Records from a dataset
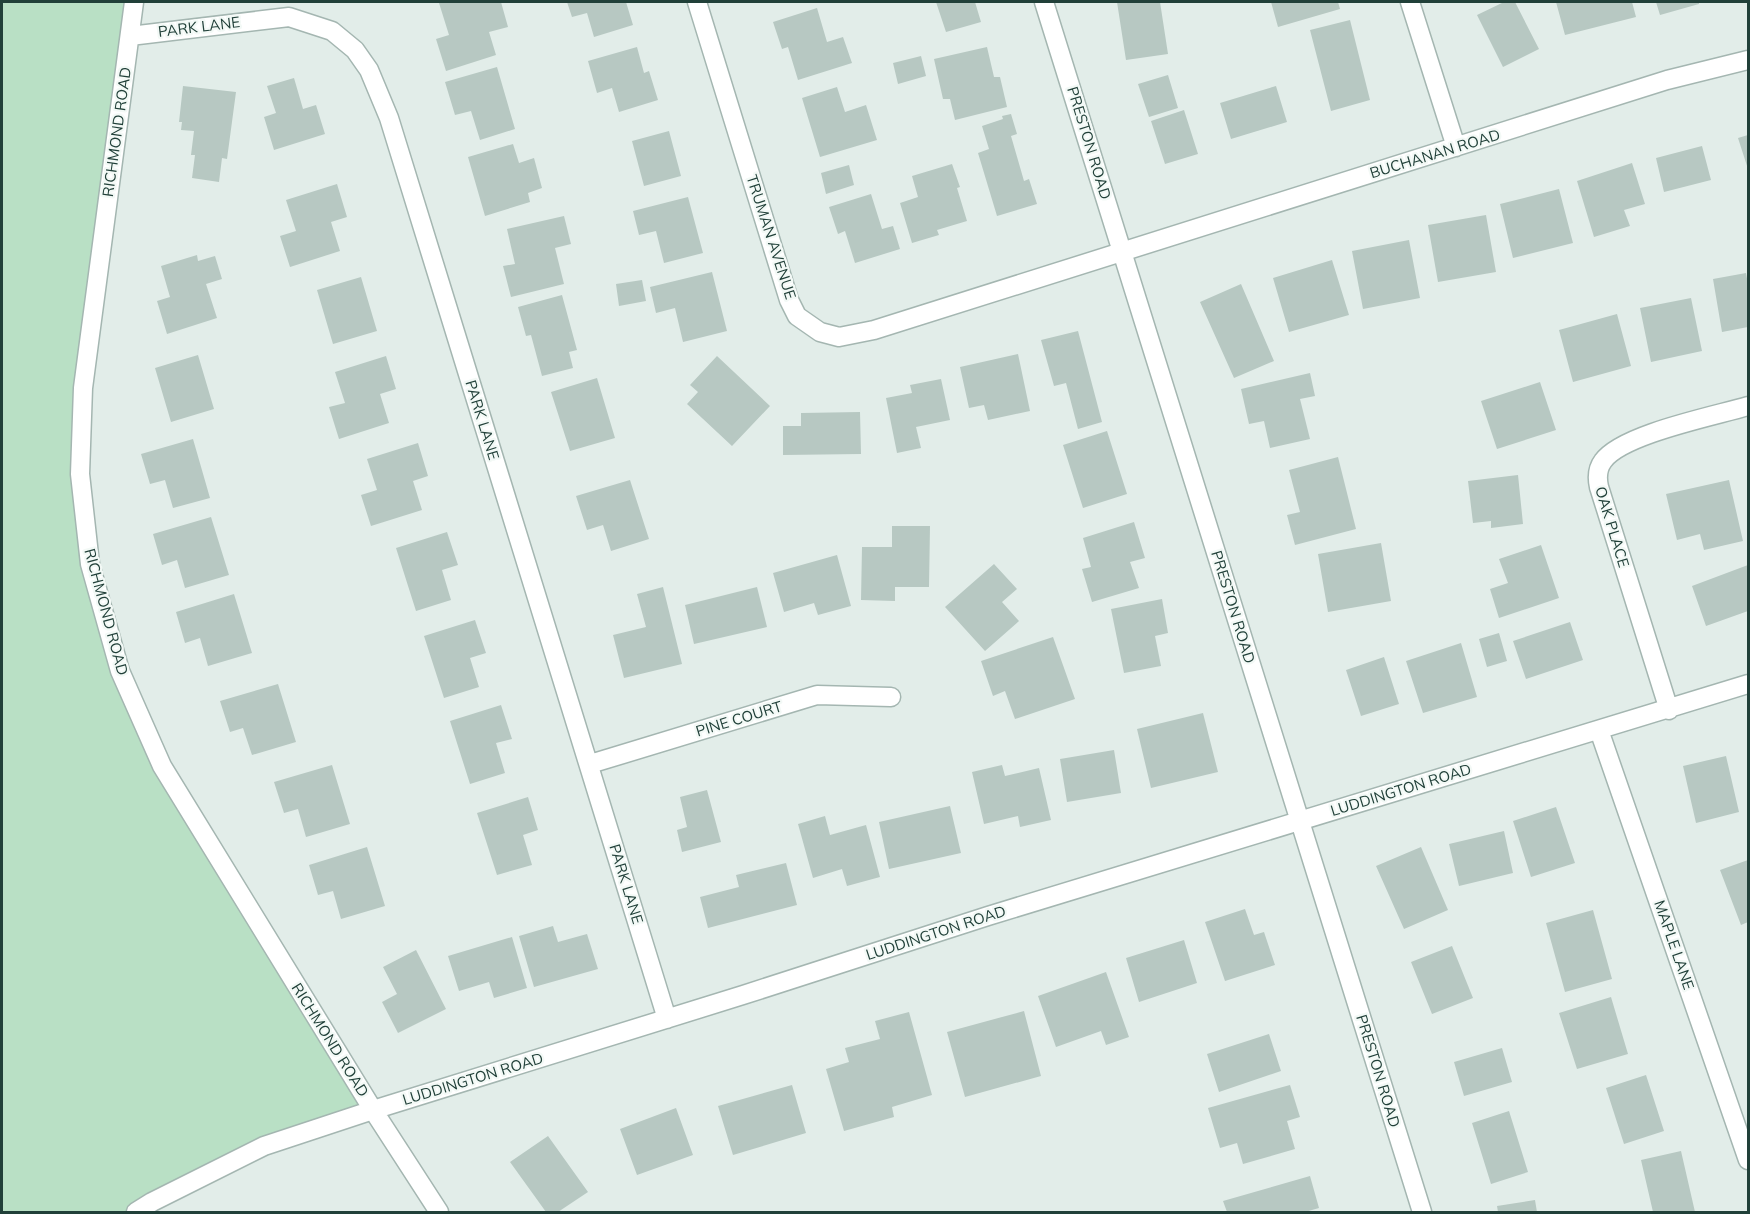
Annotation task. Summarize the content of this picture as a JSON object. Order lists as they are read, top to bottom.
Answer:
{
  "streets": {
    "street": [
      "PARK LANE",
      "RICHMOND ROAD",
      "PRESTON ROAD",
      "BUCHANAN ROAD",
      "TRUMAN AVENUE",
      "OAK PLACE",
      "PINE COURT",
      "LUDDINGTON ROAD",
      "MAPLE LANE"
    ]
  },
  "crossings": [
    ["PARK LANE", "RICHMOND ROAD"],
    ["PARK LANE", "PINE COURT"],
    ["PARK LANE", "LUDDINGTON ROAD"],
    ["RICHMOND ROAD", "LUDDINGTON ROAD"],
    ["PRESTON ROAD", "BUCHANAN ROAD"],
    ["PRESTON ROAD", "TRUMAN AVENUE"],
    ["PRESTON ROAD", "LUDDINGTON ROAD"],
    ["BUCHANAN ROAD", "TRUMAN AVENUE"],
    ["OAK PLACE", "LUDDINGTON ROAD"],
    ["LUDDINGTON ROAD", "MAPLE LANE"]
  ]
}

* [PROBLEM TO WORK ON] The expected answer is each line of the records above that includes the string "LANE".

* [PROBLEM SOLUTION]
      "PARK LANE",
      "MAPLE LANE"
    ["PARK LANE", "RICHMOND ROAD"],
    ["PARK LANE", "PINE COURT"],
    ["PARK LANE", "LUDDINGTON ROAD"],
    ["LUDDINGTON ROAD", "MAPLE LANE"]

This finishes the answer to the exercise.